Also, as I mentioned in my first comment, there are multiple reports and presentations out there. If you look at the US Department of Energy (DOE) Advanced Scientific Computing Research (ASCR) Programs and Reports web site, you'll see that the first 4 reports mention exascale in the title, and several reports since 2008 have mentioned computing "at the extreme scale" in the title, and include references to exascale computing. (As a side note, these reports also happen to be good for applying to government programs, because you get to see what these programs care about. Skimming some of these reports was part of the motivation for the comment.)

I don't think that the largest challenge to exascale systems is financial, given the considerable emphasis that computational scientists, and people in government, are placing on "big iron". The effort to reach petascale included a plethora of DOE reports that trumpeted petascale as the next big important thing in computational science, ostensibly for national security reasons as well as making new science possible. As noted in the Fall 2010 DOE ASCR report The Opportunities and Challenges of Exascale Computing on page 3, "the benefits outweigh the costs." There was a major funding push to reach petascale, and I don't see why the funding would dry up anytime soon.

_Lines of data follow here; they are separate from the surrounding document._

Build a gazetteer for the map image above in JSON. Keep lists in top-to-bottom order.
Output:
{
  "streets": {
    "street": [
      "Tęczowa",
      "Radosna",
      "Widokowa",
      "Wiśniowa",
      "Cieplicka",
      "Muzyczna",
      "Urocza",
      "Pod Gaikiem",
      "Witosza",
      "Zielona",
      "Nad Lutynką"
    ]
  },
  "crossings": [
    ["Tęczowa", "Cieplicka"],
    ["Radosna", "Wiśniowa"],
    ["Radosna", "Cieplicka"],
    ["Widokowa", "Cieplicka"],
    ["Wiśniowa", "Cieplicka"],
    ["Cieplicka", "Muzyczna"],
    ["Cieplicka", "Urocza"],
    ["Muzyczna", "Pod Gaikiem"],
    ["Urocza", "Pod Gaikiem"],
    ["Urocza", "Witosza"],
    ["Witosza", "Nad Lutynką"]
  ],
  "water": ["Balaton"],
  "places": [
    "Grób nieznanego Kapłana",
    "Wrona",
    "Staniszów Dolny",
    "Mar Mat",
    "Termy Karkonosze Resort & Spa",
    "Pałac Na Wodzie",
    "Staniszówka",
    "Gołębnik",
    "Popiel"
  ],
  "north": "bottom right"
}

The biggest challenge, in my opinion, is power, because that's going to be an engineering design limit that severely limits where you can place exascale computing facilities. To my knowledge, the only facilities that can supply 1 GW of power (from Aron's estimate) are large-scale hydroelectric facilities (like aeismail pointed out) or large-scale nuclear power plants (which tend to supply 1 - 1.3 GW of electricity, see this list of nuclear reactors on Wikipedia). Both sources of power have drawbacks that will make facility placement tricky.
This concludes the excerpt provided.